Yesterday the opening night of Uganda Pride 2017 was cancelled after the Ugandan Minister of Ethics and Integrity, Simon Lokodo, deployed Uganda Police at the event venue, threatened to arrest those expected to attend and “physically harm” a prominent LGBT activist.
Needless to say, many in the Ugandan LGBT community were disappointed, angry, and frightened. As Grace Wanjiru, my friend and Ugandan LGBT activist said, “Even tears can’t remove the lump in my threat right now. A mere cocktail bannange [oh my god]?”
Lokodo, the anti-LGBT pastor, turned homophobia poster-child, has a fiery passion to criminalize essentially everything he deems “immoral” in Uganda (the growing list includes, mini-skirts, “promoting homosexuality,” and even an allegedly “gay” cartoon character).
On top of advocating that heterosexual child-rape is more “natural” than homosexuality (yes, it’s on video) Lokodo not surprising doesn’t seem to understand the Constitution of Uganda.
At Sexual Minorities Uganda, activists spend day-in and day-out educating members of the LGBT community to “know your rights” ensured by the Constitution of Uganda. Perhaps Lokodo needs the same refresher.
Freedom of Assembly and Association in Uganda
Article 29(1)(d) and (e) of the Ugandan Constitution guarantee that:
- Every person shall have a right to freedom to assemble and to demonstrate together with others peacefully and unarmed, and to petition.
- Every person shall have freedom of association, which shall include the freedom to form and join associations or unions, including trade unions and political and other civic organisations.
Freedom of Expression in Uganda
Article 29 of the Constitution of Uganda 1995, guarantees that every person has a right to:
- Freedom of speech and expression which shall include freedom of the press and other media.
- Freedom of thought, conscience and belief, which shall include academic freedom in institutions of learning.
With these two Articles, and the international charters on human rights by which Uganda is bound, Lokodo has (again) not only stripped away the human rights of LGBT Ugandans but also made Uganda even less democratic than it already was.
However, one thing is clear: LGBT Ugandans, and their allies know the constitution much better than Simon Lokodo.
Last year after Uganda Police arrested and brutalized LGBT activists at Uganda Pride 2016, Lokodo cited that the event was not “cleared by the Uganda Police Force” and was “against the laws of the Republic of Uganda; specifically the Penal Code, which is built on precedents, set in many other countries.”
However, ridiculous and false the statement was, Frank Mugshia’s responseafter being arrested, thrown into a police car, and held in Prison, is more relevant today than ever, “While gay sex is illegal in Uganda, going to a nightclub with friends for a party is not.”
In fact no where in the Constitution is it written that “homosexuality” or being “gay” is illegal.
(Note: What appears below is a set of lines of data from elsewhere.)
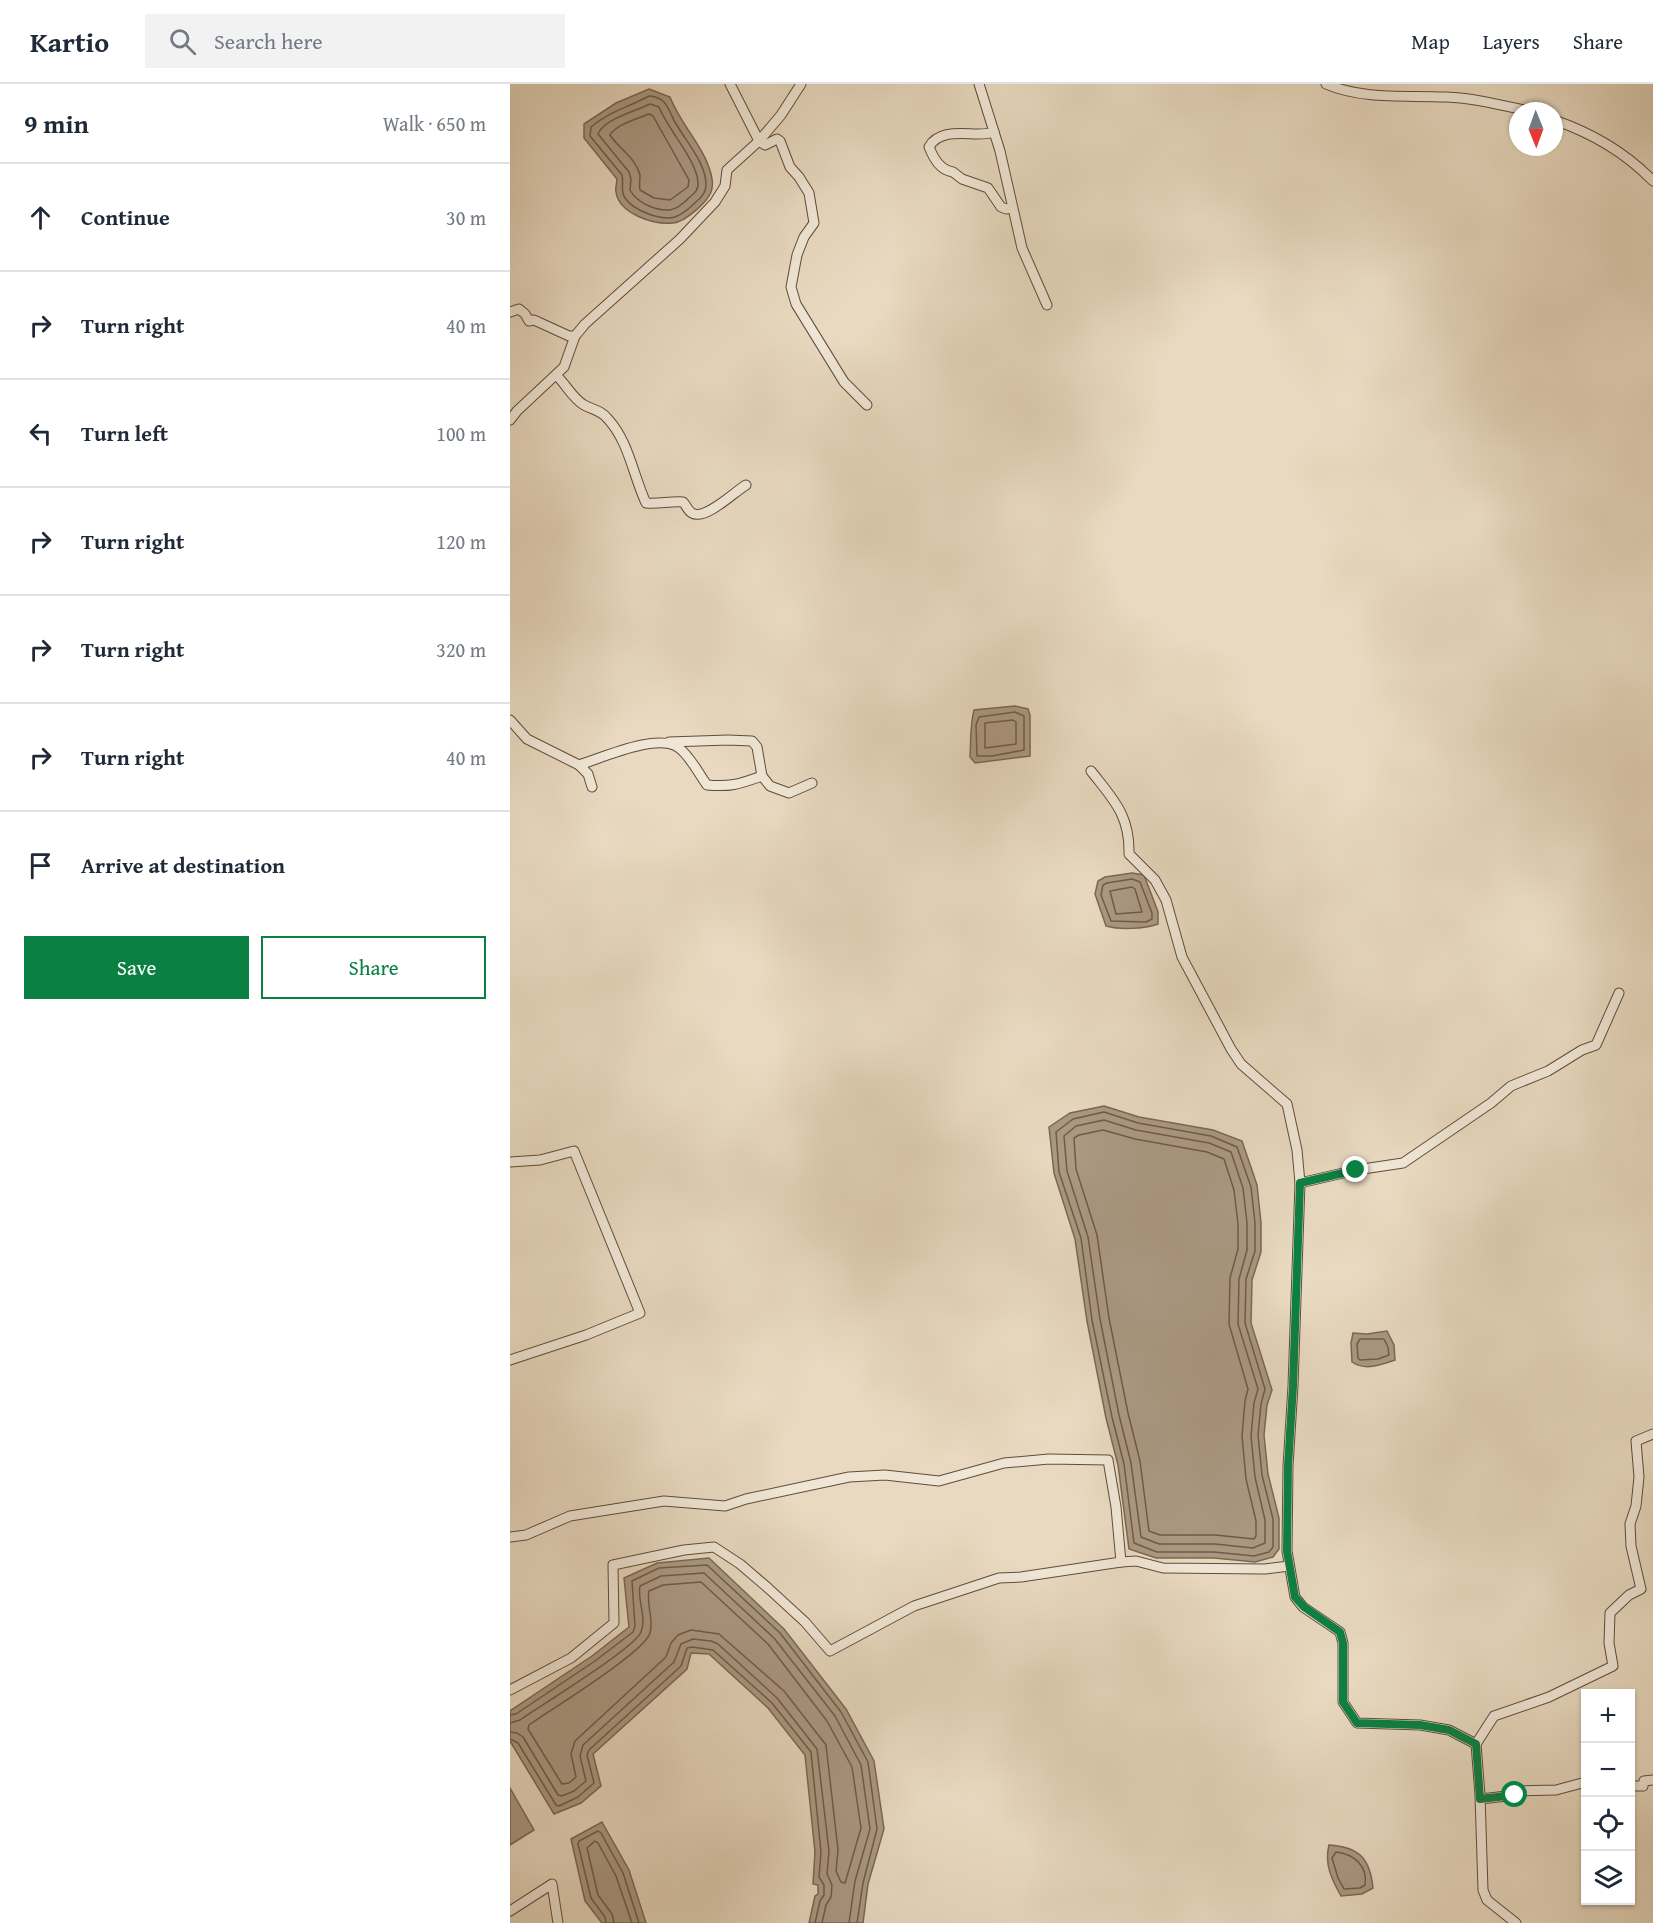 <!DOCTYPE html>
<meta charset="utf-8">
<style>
:root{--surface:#fff;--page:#f2f2f3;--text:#1f2937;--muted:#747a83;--line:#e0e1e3;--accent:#0b8043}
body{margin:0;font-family:"Gentium Book Plus",serif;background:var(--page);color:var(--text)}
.controls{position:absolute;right:18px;bottom:18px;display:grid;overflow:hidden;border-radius:0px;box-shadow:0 2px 4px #0004}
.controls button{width:54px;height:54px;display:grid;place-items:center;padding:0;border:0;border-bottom:2px solid var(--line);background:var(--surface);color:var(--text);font:30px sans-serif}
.compass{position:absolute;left:999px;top:18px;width:54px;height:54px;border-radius:50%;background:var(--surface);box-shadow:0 2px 4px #0004;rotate:179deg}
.stop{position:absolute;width:18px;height:18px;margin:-14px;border:4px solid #0b8043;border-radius:50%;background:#fff}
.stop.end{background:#0b8043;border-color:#fff;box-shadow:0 2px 6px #0008}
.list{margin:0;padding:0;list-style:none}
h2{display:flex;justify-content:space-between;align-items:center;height:78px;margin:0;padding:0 24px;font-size:26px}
h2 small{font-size:20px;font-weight:400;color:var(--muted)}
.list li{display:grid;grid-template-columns:39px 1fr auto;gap:18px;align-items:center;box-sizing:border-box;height:108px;padding:0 24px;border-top:2px solid var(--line)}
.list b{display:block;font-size:22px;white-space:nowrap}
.list em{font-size:20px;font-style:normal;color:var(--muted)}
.actions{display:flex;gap:12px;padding:18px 24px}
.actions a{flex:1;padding:14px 0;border:2px solid var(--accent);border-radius:0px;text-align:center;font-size:21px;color:var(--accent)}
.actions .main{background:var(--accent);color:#fff}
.icon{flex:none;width:33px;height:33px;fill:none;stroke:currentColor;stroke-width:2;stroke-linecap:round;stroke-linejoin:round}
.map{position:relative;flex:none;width:1143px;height:1839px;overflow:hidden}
header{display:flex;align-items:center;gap:36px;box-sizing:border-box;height:84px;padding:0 30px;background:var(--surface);border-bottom:2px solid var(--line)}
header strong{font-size:28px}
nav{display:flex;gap:33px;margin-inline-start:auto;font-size:21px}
.search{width:420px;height:54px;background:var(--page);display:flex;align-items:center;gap:15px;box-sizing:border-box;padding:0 21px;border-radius:0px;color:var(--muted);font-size:22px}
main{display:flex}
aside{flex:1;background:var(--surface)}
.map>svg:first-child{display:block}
.water{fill:#ab9983;stroke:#7b6753;stroke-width:1.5}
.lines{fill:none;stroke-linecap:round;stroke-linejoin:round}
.shore{stroke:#705b48;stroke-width:1.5}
.minor-casing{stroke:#614c39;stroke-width:11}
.minor{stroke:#f0e6d6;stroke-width:9}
.route{stroke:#0b8043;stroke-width:8}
</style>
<header>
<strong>Kartio</strong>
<div class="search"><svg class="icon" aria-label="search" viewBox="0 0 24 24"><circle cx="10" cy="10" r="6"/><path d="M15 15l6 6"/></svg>Search here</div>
<nav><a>Map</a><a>Layers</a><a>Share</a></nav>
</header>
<main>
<aside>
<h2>9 min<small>Walk · 650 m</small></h2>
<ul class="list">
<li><svg class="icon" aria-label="ahead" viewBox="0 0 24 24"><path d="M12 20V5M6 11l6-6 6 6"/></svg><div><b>Continue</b></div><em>30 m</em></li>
<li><svg class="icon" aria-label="right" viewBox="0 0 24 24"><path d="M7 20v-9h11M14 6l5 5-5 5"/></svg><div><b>Turn right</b></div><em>40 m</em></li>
<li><svg class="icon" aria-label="left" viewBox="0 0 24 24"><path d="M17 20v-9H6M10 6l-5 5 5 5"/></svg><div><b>Turn left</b></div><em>100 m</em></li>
<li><svg class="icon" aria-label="right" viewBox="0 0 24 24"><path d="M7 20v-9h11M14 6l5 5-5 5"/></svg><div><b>Turn right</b></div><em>120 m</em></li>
<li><svg class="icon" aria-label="right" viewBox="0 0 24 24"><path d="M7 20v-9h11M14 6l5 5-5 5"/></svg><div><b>Turn right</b></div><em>320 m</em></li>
<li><svg class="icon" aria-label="right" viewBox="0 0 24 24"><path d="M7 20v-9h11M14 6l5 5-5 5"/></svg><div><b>Turn right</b></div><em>40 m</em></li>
<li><svg class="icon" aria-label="arrive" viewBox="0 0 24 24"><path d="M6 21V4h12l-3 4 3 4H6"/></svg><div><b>Arrive at destination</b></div></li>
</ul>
<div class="actions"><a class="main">Save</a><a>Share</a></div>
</aside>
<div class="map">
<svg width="1143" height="1839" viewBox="0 0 1143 1839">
<rect width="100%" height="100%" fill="#e8d9c0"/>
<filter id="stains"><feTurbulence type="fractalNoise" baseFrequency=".00333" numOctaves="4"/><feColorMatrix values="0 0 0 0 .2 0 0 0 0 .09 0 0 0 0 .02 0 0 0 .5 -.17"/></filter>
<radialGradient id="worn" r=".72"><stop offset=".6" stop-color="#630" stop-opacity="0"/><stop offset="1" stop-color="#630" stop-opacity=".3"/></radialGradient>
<!-- water -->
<g class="water">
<path d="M139 5 160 13C170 40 194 62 201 90 202 94 203 100 202 104 201 116 175 138 163 139 144 141 109 130 106 108 105 104 107 99 107 95L74 54V40L106 19Z"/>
<path d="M505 622 518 625 520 631V672L465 679 460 673C461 657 460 642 464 626Z"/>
<path d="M622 789 634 791 648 828V840C634 845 610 846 596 842L585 810 588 797 595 793Z"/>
<polygon points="594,1022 629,1033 703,1046 732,1057 747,1101 751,1139 751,1168 742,1196 741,1239 762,1306 757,1321 754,1351 758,1390 769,1434 769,1465 763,1473 745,1478 704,1474 646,1474 619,1465 608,1381 596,1334 577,1237 565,1155 544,1089 539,1043 560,1029"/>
<path d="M877 1247 884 1261 885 1276C871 1281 855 1287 842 1278L841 1259 843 1249 857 1250Z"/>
<polygon points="199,1474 274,1545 336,1625 364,1677 374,1745 358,1800 353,1839 299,1839 305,1812 308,1810 308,1801 303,1800 305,1768 295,1671 258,1624 199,1570 181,1569 177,1585 83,1670 91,1702 71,1719 44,1730 0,1657 0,1627 82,1572 119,1543 114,1494 147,1479"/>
<polygon points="0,1704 24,1746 0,1761"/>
<polygon points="92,1738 119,1786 136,1839 92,1839 75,1817 61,1755"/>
<path d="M819 1761C849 1763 860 1774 863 1804L852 1810 831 1812C822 1796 814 1780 819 1761Z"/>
</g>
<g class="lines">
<!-- shore -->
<g class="shore">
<path d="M139 12C159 13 158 29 168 43 178 60 196 80 196 101 196 107 192 113 187 117 181 123 173 130 165 133 150 137 123 126 115 114 110 107 114 99 112 91L80 52 81 43C98 28 119 23 139 12Z"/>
<path d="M140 20 149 23C158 46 186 75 188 98 189 105 185 109 180 113 175 118 167 125 160 126 146 127 127 119 120 106L121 95 119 88 88 50C94 35 126 27 140 20Z"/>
<path d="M139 30 143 32 179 96 178 103 160 116 144 114 130 106C129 101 130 96 130 91 126 74 109 65 100 51 107 40 127 35 139 30Z"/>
<polygon points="505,628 514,632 514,666 482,672 467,672 466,641 469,633"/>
<polygon points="503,636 506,638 506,660 475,664 475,639"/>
<polygon points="622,795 630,798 642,829 642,835 636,838 601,837 591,811 593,801 597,799"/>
<polygon points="622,803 625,805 632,828 606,830 600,807"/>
<polygon points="594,1028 628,1039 701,1052 727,1063 741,1103 745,1139 745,1167 736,1195 735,1239 755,1305 751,1320 748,1351 752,1391 763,1435 763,1463 759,1468 744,1472 704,1468 647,1468 624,1459 614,1380 602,1333 582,1236 571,1154 549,1088 546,1048 563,1035"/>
<polygon points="594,1036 626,1046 699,1059 721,1068 733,1104 737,1139 737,1166 729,1195 728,1240 748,1305 744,1319 741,1352 745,1393 755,1436 755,1459 743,1464 705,1460 649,1460 631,1453 621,1379 609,1331 590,1235 578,1153 557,1087 554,1052 566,1042"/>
<polygon points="593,1046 625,1055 697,1068 714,1075 724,1106 728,1140 728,1165 720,1194 719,1240 738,1305 735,1317 732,1352 736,1395 746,1437 746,1452 744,1455 705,1451 650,1451 639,1447 630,1377 618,1329 599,1234 587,1151 566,1085 564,1054 569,1051"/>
<polygon points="850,1255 874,1255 878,1263 879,1271 868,1275 850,1276 848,1274 847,1260"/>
<path d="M191 1498 258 1560 317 1637 342 1683 351 1744 335 1799 331 1798 326 1787 328 1766 316 1661 274 1607 209 1550 181 1546 168 1551 161 1559 156 1573 65 1657 61 1670 66 1693 59 1699 52 1700 18 1645 19 1641C40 1626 135 1568 140 1549 144 1535 136 1520 139 1507L153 1501Z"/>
<polyline points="0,1631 6,1630 85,1577 123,1548 125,1542 122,1497 149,1484 197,1481 270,1549 331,1628 358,1678 367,1745 353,1799 347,1839"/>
<path d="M0 1639 10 1636C30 1622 125 1564 131 1548 137 1534 127 1516 130 1502L151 1492 194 1489 264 1554 325 1632 351 1681 360 1745 345 1797 339 1839"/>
<polyline points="0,1648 7,1649 13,1653 48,1711 52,1712 64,1707 76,1697 70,1672 73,1661 164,1578 171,1560 183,1555 201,1557 208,1560 267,1614 307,1665 319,1767 317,1790 322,1801 321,1813 316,1821 312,1839"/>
<polyline points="0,1655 8,1659 46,1721 49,1722 68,1713 84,1699 77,1671 79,1666 171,1582 177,1564 182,1563 203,1566 262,1619 301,1668 311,1768 309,1793 314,1801 314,1811 310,1817 305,1839"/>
<path d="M826 1768C844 1770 858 1782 855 1801L850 1804 834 1805 828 1794 822 1774Z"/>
<polyline points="96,1839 95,1833 81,1814 68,1760 69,1757 88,1747 91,1749 113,1789 129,1839"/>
<polyline points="104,1839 102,1830 88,1811 77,1764 85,1757 88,1759 106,1792 122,1839"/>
</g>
<defs>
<g id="minor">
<polyline points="220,0 249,57 255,61 267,55 270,57 280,83 289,93 299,109 304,139 294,153 287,171 281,203 286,220 334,298 357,321"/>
<polyline points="469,0 490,67 512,164 537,221"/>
<path d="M816 0C854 16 895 11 936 13 964 14 991 21 1018 27"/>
<path d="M1044 36C1082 49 1115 68 1143 97"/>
<path d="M484 48C467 55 432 40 419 63 424 75 430 86 443 88L452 95 478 104 491 123 496 125 502 124"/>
<polyline points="0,228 9,225 15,230 19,237 24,236 59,252 65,252"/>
<path d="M46 291C56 300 62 314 74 321 83 326 91 326 98 335 119 358 123 391 136 419 149 420 161 417 173 418 176 421 178 427 182 429 195 437 224 408 236 401"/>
<polyline points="0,336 7,327 54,283 65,252 75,240 170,155 205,118 215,102 217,86 249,57 271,31 291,0"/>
<path d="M0 636 17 655 69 681C92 674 148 648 169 664 181 673 188 689 197 701 222 703 229 700 252 692L260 702 279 709 302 699"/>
<polyline points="159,658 218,656 242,657 247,663 252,692"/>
<polyline points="69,681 78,690 82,703"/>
<path d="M581 687C603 715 620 731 619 770L645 796 656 816 672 873 721 965 731 980 777 1020 787 1066 790 1099 783 1302 778 1382 777 1467 785 1513 793 1523 830 1548 833 1559V1618L847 1639 910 1641 939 1646 966 1660 970 1711 973 1806 977 1816 1006 1839"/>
<polyline points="0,1078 30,1076 64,1067 130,1229 76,1251 0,1276"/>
<polyline points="790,1099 846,1086 893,1079 981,1019 1001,1002 1038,987 1072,966 1086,961 1109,909"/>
<polyline points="0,1453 16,1451 60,1432 154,1417 215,1422 236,1415 339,1393 375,1391 429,1397 494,1379 539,1375 598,1376 606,1423 611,1478 511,1493 489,1494 404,1522 320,1567 295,1538 258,1504 230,1480 204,1463 174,1466 103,1481 104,1539 61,1574 0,1606"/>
<polyline points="611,1478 626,1477 653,1484 755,1485 779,1482"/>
<polyline points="966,1660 984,1632 1039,1613 1103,1582 1099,1559 1100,1529 1119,1511 1131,1505 1121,1462 1120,1440 1126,1422 1129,1393 1126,1357 1143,1350"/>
<polyline points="1120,1702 1133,1702 1134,1697 1143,1696"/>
<polyline points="971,1715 1005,1711 1008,1707 1046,1706 1076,1698"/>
<polyline points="0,1827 42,1800 48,1839"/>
</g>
</defs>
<!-- minor casing -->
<use href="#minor" class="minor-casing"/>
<!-- minor -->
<use href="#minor" class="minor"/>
</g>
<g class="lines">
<!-- route -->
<polyline class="route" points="846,1086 790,1099 783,1302 778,1382 777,1467 785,1513 794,1523 830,1548 833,1559 833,1618 847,1639 910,1641 939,1646 966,1660 970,1715 1005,1711"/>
</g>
<rect width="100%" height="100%" filter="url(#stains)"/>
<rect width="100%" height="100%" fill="url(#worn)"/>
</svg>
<div class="controls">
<button>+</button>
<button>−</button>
<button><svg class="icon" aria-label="locate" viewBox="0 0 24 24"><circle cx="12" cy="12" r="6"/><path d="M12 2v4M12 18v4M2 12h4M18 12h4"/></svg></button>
<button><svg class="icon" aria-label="layers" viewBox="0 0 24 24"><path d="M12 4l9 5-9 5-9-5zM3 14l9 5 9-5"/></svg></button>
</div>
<svg class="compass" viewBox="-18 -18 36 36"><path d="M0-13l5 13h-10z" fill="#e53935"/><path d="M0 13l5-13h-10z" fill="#747a83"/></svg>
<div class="stop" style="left:1005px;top:1711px"></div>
<div class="stop end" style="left:846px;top:1086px"></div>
</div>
</main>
Instead, a colonial-era law proscribing crimes “against the order of nature,” common in many former colonial states, is the only rationale used to make consensual same-sex interactions illegal.
This has been used to justify arrest and torture toward sexual and gender minorities by both state and non-state actors. In 2015 I was a part of the team at Sexual Minorities Uganda which documented 264 cases of such abuse across the country.
But what exactly is a crime “against the order of nature?” Even if we understand it as making consensual same-sex (or same-gender) interactions in Uganda illegal, that doesn’t make identifying as “lesbian”, “gay,” “bisexual,” “transgender,” “intersex” or “kuchu” illegal — and it most certainly does not make hosting a cocktail party illegal either.
Unfortunately, as for now, crimes “against the order of nature” appears only to be (depending on the day) whatever Lokodo decides it to be.
Sexual Minorities Uganda reported that Lokodo had communicated to activists about the Pride events weeks prior, telling them, “You can have your activities, but remember I do not want promotion, recruitment, and exhibition.”
I am not sure which kind of cocktail parties Simon Lokodo is attending, but usually they don’t include sex.
Of course, Lokodo changed his mind faster than the weather changes in Uganda, which is why Sexual Minorities Uganda rightfully called it a “wicked stab in the back.”
However, Lokodo would be mistaken if he thinks this in any way is going to stop Ugandan LGBT activists from fighting for their rights — many having experienced far worse, will only be stronger now and fighting back harder.